• Extracted entries:
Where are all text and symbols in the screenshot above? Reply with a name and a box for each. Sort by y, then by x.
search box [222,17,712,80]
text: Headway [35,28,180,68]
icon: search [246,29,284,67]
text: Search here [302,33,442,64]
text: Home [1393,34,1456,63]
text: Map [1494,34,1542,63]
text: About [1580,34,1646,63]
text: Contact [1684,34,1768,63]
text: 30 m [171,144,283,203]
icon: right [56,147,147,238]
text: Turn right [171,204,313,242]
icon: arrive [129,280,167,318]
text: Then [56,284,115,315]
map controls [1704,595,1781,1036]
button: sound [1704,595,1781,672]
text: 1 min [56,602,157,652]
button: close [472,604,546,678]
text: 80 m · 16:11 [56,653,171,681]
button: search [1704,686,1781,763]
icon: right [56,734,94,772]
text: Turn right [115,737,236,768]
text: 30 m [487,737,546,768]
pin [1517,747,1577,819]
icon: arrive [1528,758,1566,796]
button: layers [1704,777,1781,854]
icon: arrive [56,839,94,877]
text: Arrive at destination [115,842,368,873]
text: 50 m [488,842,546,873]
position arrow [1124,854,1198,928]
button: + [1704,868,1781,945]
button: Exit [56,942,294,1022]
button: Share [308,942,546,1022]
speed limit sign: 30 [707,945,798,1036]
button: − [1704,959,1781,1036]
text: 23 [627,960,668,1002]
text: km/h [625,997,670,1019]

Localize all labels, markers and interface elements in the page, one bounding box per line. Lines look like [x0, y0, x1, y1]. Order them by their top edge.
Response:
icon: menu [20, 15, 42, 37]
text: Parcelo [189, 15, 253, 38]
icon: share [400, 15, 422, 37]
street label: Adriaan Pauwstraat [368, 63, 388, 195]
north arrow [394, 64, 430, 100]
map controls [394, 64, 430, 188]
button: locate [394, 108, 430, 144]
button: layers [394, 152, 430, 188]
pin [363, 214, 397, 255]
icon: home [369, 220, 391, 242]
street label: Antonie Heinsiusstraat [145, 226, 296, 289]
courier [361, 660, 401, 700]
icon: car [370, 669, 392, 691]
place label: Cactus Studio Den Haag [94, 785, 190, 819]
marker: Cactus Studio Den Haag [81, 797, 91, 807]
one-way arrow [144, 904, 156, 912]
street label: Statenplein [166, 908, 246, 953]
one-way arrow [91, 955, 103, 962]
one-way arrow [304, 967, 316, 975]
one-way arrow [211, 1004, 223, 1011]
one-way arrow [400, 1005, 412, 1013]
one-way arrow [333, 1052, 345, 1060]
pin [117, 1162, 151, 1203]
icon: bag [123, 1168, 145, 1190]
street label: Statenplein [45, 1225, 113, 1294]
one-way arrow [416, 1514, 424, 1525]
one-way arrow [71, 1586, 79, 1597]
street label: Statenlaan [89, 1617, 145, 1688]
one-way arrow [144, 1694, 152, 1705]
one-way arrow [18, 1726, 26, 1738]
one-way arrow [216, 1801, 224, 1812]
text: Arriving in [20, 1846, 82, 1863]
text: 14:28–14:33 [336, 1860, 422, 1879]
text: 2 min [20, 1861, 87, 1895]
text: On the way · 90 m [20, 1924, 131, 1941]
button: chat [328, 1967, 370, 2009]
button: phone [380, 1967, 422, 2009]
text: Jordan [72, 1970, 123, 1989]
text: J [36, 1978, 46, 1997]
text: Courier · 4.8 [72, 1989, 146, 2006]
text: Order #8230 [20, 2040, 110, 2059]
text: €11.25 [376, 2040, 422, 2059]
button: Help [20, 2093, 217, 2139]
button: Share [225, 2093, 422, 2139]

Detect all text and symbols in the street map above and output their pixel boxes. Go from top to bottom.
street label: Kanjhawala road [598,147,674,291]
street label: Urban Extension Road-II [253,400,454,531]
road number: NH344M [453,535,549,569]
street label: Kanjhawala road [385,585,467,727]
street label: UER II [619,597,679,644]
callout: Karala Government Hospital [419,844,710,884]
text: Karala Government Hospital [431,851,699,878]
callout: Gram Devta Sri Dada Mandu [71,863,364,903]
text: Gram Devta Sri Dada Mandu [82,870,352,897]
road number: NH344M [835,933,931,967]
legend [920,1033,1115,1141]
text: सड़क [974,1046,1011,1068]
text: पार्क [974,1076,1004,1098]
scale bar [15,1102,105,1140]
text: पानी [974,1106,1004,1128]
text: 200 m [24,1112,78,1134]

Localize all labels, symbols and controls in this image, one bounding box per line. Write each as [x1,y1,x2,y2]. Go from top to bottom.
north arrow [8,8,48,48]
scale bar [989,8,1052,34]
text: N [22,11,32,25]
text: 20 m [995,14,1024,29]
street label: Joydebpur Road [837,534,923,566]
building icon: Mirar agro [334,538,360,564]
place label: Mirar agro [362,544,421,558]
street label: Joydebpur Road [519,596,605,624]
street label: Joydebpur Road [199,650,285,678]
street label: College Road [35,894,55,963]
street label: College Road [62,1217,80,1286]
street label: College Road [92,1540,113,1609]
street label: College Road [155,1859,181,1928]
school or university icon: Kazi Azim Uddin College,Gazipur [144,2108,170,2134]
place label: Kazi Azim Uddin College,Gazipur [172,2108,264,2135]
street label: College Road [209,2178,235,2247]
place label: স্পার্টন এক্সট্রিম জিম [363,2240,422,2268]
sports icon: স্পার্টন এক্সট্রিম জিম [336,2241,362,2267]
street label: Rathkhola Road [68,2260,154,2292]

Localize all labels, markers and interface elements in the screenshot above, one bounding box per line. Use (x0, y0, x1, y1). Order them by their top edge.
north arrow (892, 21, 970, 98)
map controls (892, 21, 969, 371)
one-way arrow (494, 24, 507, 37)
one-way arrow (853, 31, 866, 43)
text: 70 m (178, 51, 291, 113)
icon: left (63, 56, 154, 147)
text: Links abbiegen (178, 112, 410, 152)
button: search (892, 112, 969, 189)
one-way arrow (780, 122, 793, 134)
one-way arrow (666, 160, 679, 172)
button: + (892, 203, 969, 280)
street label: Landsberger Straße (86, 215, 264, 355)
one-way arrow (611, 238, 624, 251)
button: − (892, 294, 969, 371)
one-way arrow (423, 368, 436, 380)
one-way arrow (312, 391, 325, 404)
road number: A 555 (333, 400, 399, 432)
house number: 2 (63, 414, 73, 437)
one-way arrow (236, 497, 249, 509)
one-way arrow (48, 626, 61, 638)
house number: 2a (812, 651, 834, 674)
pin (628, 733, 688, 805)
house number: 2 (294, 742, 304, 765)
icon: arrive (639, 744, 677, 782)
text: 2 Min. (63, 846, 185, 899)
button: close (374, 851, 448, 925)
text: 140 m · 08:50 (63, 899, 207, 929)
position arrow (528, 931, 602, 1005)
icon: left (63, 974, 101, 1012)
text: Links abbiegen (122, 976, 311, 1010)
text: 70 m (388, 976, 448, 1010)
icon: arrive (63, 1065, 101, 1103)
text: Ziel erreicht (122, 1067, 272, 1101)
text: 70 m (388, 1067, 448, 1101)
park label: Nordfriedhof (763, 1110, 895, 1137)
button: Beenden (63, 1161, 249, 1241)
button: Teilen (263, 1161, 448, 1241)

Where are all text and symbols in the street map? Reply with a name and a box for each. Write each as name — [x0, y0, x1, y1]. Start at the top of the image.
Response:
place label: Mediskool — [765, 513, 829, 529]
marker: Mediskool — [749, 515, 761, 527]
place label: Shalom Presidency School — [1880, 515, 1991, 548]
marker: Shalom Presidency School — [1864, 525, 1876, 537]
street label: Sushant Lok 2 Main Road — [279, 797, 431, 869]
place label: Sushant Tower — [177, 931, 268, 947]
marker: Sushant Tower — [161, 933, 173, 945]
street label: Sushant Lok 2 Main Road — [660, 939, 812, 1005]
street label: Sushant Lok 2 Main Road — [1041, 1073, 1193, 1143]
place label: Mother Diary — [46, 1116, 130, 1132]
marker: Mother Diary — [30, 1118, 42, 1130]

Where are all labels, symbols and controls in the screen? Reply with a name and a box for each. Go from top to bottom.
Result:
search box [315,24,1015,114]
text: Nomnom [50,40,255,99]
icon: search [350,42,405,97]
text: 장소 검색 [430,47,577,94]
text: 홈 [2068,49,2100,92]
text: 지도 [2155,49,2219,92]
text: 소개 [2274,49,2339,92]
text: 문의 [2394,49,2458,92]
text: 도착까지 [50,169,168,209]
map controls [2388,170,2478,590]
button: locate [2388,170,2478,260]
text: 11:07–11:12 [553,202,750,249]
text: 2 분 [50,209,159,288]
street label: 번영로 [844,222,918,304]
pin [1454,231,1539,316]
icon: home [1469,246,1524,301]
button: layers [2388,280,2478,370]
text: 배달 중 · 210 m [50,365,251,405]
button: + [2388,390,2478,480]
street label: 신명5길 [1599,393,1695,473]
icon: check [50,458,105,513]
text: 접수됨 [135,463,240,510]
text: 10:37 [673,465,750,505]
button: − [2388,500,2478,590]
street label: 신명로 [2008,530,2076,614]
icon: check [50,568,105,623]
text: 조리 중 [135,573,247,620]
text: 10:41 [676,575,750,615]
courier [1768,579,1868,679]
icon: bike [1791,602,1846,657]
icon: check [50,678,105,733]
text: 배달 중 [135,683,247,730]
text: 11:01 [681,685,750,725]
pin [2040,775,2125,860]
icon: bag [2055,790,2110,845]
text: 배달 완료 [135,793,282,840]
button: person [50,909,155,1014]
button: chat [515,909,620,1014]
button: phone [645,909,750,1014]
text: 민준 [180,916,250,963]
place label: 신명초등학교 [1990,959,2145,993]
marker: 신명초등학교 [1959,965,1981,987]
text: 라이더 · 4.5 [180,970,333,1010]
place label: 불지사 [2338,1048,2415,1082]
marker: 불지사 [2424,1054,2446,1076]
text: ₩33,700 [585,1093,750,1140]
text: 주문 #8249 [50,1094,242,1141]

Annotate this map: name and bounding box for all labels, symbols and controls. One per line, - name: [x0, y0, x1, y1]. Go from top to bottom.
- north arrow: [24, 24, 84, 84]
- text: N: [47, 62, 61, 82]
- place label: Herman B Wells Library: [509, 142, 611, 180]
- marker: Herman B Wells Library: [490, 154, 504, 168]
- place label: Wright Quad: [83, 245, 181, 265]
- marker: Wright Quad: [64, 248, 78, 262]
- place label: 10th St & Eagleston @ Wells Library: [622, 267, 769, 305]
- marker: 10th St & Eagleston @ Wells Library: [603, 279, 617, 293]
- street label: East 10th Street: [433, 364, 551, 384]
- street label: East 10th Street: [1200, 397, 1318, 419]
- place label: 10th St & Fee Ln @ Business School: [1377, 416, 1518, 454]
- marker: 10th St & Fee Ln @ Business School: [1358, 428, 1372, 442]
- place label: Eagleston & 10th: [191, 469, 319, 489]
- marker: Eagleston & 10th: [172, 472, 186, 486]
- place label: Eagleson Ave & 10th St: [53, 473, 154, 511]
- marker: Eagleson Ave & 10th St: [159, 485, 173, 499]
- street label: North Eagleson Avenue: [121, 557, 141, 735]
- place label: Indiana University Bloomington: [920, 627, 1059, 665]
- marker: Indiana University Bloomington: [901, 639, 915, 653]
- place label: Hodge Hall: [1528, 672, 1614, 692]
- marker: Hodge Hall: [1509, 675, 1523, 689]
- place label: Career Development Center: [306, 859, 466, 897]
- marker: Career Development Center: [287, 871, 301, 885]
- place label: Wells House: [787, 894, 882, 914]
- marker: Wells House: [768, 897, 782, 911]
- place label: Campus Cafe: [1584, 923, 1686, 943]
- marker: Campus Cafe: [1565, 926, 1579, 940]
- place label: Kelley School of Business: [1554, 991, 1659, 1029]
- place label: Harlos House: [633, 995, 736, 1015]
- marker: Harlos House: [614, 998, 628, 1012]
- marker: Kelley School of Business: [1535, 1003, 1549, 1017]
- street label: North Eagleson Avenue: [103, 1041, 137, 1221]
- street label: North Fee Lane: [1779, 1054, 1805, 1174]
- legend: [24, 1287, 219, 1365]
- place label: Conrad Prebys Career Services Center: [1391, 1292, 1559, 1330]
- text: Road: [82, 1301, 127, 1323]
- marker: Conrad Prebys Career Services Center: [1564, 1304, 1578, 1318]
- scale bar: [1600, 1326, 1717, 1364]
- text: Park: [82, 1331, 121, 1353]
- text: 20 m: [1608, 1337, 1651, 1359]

• Exercise objective: Copy each line of the records that has "agro" in it.

• Exercise response:
building icon: Mirar agro [334,538,360,564]
place label: Mirar agro [362,544,421,558]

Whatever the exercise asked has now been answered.